Her bloodied hands, ritual-cut, steady despite the tremble, slid a scroll sealed in crimson wax into a hidden niche carved beneath the altar's base.

The stone drank it in, the seal glowing briefly as it vanished from sight, hidden from time but not from memory.

Lyra's gaze shifted, and there she was.

Herself.

A child no older than five, huddled behind the altar, tucked beneath a heavy slab of stone.

Her tiny hands clutched her knees. Her lips trembled.

Eyes wide, too wide, mirrors of fear and innocence and something else.

Memory.

The child stared out through the sliver of moonlight, silent as the dead.

Watching. Absorbing. Becoming.

The woman turned to her.

One last time.

And smiled.

Not with peace, but with grief and power braided together.

A look carved from sacrifice.

Then, fire.

It didn't start small.

It erupted.

Explosions split the violet sky, turning it black with smoke.

The air turned molten.

Screams.

High-pitched. Distant. Close.

Too many to count.

Armored wolves stormed the village, Crimson Fang insignias gleaming like bloody brands.

Runes burned. Symbols shattered. Torches flew. Children screamed. Homes were gutted carcasses.

The lullaby from earlier was gone now, replaced by war cries and howls of betrayal.

And still, the woman stood.

Amid the flames.

Amid the chaos.

Unmoving. Unbroken.

Her arms raised high toward the moon, which now blazed overhead like an open wound, weeping silver light down upon her as though mourning what could not be saved.

"Remember us," she whispered, voice like wind across coals.

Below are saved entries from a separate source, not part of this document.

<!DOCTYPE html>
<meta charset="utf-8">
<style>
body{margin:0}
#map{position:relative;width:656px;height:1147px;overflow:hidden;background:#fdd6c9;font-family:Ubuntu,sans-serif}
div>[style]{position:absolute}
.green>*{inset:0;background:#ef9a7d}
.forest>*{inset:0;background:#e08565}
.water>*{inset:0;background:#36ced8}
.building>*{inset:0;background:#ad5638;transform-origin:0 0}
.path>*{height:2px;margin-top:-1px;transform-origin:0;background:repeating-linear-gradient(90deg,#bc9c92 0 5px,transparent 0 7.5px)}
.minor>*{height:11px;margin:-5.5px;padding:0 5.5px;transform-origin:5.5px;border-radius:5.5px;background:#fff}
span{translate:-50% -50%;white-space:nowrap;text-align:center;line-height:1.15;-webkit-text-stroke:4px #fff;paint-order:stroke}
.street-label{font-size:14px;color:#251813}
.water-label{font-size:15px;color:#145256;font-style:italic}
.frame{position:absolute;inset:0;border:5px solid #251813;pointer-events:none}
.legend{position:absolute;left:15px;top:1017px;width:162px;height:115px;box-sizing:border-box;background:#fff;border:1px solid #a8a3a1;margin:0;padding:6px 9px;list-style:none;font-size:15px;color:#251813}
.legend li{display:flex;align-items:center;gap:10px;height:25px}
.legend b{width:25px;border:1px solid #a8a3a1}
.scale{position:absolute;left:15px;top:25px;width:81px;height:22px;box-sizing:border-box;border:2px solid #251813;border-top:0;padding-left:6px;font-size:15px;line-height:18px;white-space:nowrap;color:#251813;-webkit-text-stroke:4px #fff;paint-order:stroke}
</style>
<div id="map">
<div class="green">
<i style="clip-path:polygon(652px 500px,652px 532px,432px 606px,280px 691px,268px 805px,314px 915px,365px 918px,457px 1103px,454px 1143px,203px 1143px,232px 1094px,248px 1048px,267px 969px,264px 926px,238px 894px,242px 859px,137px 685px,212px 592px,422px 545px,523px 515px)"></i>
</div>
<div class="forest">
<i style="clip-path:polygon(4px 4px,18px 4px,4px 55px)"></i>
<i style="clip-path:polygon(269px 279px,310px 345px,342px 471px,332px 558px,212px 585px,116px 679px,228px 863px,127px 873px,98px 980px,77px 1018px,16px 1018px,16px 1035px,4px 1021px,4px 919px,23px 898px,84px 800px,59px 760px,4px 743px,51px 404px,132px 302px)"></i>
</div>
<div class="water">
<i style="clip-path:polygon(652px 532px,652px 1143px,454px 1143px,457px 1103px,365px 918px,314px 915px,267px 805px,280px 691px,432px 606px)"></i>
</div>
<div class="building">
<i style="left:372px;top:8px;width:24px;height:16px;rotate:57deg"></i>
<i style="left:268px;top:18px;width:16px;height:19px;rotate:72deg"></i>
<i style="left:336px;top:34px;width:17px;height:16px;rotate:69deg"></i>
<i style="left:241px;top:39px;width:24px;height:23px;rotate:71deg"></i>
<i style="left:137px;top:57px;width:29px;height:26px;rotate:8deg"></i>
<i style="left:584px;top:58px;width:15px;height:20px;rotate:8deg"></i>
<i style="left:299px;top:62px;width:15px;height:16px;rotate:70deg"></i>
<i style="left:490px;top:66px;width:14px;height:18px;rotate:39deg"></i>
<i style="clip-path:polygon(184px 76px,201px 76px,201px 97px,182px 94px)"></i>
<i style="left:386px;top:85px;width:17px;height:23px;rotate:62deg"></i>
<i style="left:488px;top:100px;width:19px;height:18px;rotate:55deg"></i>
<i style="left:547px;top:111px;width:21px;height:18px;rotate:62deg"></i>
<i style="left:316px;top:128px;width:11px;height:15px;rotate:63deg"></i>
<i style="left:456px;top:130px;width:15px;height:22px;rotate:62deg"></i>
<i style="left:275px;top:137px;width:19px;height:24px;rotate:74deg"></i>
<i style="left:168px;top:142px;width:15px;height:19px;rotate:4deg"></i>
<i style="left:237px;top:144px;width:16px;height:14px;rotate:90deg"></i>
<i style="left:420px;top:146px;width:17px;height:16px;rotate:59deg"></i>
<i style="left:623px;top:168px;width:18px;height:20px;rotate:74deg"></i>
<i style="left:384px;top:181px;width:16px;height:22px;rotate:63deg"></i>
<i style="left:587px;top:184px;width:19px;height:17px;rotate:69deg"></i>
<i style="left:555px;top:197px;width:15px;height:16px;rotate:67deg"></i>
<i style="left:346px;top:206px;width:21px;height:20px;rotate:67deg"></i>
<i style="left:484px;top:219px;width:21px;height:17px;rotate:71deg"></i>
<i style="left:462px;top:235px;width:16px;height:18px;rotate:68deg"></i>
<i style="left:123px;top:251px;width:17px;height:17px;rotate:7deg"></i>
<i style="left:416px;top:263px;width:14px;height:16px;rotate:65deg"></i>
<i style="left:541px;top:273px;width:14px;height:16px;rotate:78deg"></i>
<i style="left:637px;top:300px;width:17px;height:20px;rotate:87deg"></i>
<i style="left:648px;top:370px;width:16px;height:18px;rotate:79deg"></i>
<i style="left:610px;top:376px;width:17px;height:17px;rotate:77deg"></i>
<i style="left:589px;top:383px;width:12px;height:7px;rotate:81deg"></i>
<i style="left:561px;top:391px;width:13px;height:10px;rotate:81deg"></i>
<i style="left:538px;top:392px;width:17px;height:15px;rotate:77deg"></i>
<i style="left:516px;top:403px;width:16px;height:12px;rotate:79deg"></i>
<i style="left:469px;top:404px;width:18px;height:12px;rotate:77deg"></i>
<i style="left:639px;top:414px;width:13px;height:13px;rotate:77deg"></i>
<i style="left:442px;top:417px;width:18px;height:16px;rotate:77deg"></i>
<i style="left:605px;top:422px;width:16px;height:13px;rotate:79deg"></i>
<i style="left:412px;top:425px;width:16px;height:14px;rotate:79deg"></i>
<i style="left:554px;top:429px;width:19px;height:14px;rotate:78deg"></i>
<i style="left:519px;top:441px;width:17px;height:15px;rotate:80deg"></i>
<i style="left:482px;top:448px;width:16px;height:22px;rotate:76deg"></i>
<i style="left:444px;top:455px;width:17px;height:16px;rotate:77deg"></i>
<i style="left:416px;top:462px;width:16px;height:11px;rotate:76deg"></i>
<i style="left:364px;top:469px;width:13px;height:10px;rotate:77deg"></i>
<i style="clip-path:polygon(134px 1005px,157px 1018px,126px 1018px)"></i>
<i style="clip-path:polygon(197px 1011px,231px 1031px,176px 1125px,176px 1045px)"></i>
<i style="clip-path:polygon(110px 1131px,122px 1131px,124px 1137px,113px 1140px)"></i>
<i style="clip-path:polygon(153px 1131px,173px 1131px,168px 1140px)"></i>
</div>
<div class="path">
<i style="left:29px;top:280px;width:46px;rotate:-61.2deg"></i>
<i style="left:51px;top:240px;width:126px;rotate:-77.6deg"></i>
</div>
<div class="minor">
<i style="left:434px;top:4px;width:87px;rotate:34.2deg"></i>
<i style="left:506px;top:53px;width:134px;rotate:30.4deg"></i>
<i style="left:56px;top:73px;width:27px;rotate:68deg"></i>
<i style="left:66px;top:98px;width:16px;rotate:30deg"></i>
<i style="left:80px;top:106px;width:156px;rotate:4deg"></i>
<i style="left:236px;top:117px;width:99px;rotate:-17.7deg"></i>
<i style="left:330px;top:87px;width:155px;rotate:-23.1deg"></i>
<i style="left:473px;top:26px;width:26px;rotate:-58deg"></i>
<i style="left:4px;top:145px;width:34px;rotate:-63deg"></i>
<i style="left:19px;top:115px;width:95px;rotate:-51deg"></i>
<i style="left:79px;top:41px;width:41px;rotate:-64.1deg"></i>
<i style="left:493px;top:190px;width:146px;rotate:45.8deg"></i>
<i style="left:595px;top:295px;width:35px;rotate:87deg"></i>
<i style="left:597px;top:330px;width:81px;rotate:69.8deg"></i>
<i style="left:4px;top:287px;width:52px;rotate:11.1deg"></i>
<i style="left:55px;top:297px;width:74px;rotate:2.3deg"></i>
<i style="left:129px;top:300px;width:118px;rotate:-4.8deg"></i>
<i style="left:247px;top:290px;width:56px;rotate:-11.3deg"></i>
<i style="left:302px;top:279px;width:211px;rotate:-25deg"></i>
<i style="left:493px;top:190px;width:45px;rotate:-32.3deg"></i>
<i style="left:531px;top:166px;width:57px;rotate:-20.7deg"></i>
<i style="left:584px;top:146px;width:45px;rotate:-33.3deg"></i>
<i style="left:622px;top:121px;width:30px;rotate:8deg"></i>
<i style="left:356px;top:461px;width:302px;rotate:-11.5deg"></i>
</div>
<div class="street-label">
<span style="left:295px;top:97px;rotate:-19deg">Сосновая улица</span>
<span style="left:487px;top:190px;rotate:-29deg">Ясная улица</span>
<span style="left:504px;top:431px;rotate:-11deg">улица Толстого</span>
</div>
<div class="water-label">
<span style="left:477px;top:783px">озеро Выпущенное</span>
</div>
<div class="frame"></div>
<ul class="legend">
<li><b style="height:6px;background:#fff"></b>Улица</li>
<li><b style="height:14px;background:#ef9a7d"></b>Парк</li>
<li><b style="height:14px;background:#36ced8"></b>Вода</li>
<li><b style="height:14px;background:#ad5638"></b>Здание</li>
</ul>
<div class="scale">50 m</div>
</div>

And then the fire claimed her.

Consumed her.

 

Lyra gasped.

The vision shattered.

She reeled backward, staggered out of memory like a drowning woman breaking through ice.

Her breath came in ragged gulps, her skin slick with sweat, her heart pounding against her ribs like a beast trying to escape.

Her hands still rested on the altar stone.

But, it was warm now.

Alive.

A pulse throbbed beneath her fingertips. Not her own.

The ruins around her no longer felt like ruin.

They felt like evidence.

No longer random.

No longer a tragedy etched by chance.

A purge. A silencing.

Her voice broke the silence, dry, raw, shaking.

"This wasn't an accident…" she whispered.

"They destroyed us... because of me."

She looked up.

The moon still hung overhead, bright, full, unwavering.

Watching.

It knew.

And now… so did she.

 

"This is your doing," Kael snarled, slamming Selena against the obsidian wall of the council chamber. The impact shuddered through the stone, a hollow boom echoing through the vaulted room.

Selena only laughed low, forked, and serpentine. It slithered into the air like smoke from a cursed flame.

"No, Kael. This is yours."

She tilted her head, a queen's grace laced with venom. "You let it rot. You stood idle as the infection spread. You let it happen."

Kael's jaw tightened. "You sent men not even worthy to guard the kennel. You trusted them to eliminate her after the rejection?"

Her eyes narrowed, flames behind frost. "I sent no one. You gave the order. I simply watched the collapse you built with your own arrogance."

Her words struck like dragonfire, hot, merciless, flaying the outer layers of his fury. But Kael's eyes remained steel.

His grip tightened until she could feel her bones grind beneath his fingers.

Pain lanced through her wrist, skin beginning to split.

But Selena's mind, sharpened by cruelty and survival, refused to yield. Weakness was blood in the water.

"So what now?" she hissed. "You throw me against the wall and expect that to fix your mistake?

Fight her. Kill her. Mount her corpse on a stake for the Elders to see." Her voice dropped to a poisonous snarl, eyes locking with his in a stare that sizzled like brimstone on snow.

"That's what you want, isn't it?"

Her fire scorched past pride, straight to guilt. His grip faltered, as he turned his head downwards.

She felt the shift in him. And like a serpent in heat, Selena moved.

Despite the throb in her veins, she leaned forward, brushing her lips near his ear, an intimate whisper against the storm.

Her fingers, bruised and trembling, found his jaw.

"You make me look weak," he murmured, lips brushing the shell of her ear. A lover's caress. A assassin's knife-twist.

Her breath hitched.

Selena pressed closer, her teeth grazing his pulse. "But we both know the truth." Her hand slid down his chest, claws pricking, drawing a bead of blood.